Postherpetic neuralgia

The most common complication of shingles is actually neuralgia. It is diagnosed when pain persists or recurs even though the skin lesions have healed and at least three months have passed since contracting shingles. In this case, the pain is most often burning, resembling an electric flare, stabbing, shooting, and intensifies in the evening. Postherpetic neuralgia may be accompanied by such sensory disorders as allodynia, hypersensitivity, and hypesthesia. 

Diabetic neuropathy

Diabetic neuropathy (or polyneuropathy, or damage to multiple nerves) is one of the most common chronic complications of diabetes. It can produce a variety of pain symptoms usually involving the feet and hands (distal polyneuropathy). In this case, you may experience tingling, numbness, burning, cold or hot sensation in the hands or feet, pain that is worse especially at night. Sometimes in diabetic polyneuropathy there is allodynia, hyperalgesia (hypersensitivity) or, on the contrary, pain sensation is “turned off”. Diabetics can also develop another type of neuropathy, which is much more difficult to detect. We are talking about cardiovascular autonomic neuropathy. It manifests as resting tachycardia (acceleration of the heart rate) and can lead to myocardial ischemia, syncope and heart attack-like conditions.

Treatment of neuropathic pain 

If the cause of neuropathic pain is known, the first step is to cure the disease in question, or at least stabilize it (for example, in the case of diabetes). This type of pain most often does not respond to analgesics and anti-inflammatory drugs (they are not very effective). However, at present – according to the recommendations of the Polish Pain Research Society and the Neurological Society - the mainstay of treatment for neuropathic pain is pharmacology.
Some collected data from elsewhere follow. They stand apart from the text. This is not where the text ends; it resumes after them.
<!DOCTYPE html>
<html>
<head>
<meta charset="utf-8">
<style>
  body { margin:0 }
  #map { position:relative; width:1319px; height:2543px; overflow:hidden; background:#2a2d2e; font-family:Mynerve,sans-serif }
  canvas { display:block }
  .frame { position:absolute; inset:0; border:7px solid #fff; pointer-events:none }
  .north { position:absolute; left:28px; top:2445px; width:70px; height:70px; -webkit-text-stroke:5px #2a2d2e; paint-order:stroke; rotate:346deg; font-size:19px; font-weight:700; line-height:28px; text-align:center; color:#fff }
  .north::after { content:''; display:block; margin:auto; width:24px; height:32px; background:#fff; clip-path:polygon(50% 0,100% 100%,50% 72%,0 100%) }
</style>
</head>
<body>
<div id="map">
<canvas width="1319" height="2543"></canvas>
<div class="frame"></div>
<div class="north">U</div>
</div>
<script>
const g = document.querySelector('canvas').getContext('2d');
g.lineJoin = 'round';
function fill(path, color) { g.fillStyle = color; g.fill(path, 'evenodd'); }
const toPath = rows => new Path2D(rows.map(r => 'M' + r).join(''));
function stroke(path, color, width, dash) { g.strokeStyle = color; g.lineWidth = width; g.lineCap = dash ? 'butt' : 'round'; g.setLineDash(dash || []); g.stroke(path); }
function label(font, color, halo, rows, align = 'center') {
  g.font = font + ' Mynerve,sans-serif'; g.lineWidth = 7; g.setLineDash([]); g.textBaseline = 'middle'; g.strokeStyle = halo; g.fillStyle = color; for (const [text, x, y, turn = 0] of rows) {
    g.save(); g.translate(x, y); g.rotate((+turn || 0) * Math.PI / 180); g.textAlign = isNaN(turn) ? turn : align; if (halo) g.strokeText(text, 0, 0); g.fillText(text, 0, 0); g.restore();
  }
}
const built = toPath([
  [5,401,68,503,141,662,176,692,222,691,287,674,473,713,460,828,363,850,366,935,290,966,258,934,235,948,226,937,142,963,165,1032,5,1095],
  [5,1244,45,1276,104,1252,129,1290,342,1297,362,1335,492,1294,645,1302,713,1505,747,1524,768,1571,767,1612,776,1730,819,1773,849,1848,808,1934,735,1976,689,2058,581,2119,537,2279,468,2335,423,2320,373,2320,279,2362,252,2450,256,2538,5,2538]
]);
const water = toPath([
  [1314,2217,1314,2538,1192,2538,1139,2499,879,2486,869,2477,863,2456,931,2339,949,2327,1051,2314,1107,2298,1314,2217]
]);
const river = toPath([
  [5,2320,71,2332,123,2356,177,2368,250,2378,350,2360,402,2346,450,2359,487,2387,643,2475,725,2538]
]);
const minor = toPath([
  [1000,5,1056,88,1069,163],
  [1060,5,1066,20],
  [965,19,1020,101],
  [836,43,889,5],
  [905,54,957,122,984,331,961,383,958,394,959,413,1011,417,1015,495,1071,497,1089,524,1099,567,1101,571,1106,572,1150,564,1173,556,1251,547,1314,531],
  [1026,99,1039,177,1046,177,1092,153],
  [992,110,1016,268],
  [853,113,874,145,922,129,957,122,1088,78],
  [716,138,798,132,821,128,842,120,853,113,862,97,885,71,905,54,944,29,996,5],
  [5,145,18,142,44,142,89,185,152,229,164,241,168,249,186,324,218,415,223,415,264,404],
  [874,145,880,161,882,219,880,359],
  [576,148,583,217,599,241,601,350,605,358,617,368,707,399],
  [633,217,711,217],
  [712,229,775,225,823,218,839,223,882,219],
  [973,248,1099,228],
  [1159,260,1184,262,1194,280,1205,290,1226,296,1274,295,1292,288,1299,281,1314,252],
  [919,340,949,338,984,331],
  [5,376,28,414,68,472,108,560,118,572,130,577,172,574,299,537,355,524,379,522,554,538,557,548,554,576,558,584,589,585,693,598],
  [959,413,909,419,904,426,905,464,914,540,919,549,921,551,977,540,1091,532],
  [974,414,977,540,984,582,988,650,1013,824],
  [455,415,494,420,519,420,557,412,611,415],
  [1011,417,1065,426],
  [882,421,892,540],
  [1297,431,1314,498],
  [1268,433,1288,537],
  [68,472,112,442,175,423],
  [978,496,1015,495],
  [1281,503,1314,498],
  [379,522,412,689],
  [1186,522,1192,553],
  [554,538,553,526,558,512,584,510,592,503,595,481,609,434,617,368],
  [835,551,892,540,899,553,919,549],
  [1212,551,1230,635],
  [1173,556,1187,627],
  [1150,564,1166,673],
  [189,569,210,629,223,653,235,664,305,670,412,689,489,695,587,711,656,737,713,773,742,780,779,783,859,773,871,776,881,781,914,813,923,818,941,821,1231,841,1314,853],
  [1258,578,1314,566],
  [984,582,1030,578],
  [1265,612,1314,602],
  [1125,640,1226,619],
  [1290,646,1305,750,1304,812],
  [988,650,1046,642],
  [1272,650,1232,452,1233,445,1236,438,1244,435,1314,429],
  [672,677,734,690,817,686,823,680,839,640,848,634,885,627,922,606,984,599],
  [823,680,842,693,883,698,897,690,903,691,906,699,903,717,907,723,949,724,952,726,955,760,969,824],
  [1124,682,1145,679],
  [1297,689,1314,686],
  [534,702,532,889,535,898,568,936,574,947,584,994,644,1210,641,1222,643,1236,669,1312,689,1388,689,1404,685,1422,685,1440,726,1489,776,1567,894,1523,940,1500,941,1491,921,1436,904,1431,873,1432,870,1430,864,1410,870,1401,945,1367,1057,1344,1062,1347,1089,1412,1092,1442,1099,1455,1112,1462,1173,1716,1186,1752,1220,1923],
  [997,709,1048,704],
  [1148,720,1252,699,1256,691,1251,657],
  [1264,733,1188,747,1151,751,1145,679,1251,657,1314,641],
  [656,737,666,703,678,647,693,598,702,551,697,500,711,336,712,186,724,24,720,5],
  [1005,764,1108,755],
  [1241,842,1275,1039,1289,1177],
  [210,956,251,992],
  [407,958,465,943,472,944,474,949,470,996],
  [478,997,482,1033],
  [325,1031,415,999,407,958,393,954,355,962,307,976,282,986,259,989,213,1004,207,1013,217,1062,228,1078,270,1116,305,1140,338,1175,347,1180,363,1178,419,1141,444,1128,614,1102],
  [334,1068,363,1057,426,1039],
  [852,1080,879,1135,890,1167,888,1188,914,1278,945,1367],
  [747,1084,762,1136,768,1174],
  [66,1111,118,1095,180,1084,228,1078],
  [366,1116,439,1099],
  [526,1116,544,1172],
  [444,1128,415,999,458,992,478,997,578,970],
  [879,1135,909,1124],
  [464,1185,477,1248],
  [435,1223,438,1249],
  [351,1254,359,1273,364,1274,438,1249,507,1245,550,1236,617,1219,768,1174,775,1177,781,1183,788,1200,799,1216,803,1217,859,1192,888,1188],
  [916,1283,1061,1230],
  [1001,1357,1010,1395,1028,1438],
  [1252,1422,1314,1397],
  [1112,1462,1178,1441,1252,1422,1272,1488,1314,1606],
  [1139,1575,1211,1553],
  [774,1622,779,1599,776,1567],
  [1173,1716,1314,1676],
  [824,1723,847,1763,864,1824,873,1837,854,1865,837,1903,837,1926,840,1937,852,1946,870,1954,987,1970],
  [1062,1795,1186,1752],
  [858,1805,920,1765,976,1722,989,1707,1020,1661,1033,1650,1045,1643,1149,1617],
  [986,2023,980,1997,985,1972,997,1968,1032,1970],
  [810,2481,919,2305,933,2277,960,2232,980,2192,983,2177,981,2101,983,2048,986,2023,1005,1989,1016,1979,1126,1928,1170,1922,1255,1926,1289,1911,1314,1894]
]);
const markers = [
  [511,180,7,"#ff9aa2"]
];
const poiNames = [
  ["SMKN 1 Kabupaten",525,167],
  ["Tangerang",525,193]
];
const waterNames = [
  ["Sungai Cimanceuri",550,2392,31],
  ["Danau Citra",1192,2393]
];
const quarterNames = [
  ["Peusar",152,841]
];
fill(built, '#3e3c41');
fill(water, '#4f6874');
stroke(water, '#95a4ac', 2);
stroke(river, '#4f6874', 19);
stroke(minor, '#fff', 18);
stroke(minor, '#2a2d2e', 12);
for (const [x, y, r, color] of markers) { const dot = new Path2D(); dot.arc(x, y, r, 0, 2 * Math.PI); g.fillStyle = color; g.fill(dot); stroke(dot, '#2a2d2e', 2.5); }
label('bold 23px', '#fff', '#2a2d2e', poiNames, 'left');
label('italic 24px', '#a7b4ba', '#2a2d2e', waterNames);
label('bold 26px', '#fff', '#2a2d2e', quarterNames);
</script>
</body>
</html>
Antidepressants, antiepileptic drugs, topically administered lidocaine, and potent opioid analgesics (such as tramadol) are used for this purpose. This is a group of so-called first-choice drugs, and the effectiveness of individual drugs should be controlled both individually and in combinations. Only after such trials is it recommended to move to a group of second- and then third-choice drugs. Such a prospect of treatment does not sound very optimistic, hence doctors point to the necessity of including non-pharmacological treatment, and to this end numerous studies are being conducted, including the use of vibrotherapy, the results of which are very promising.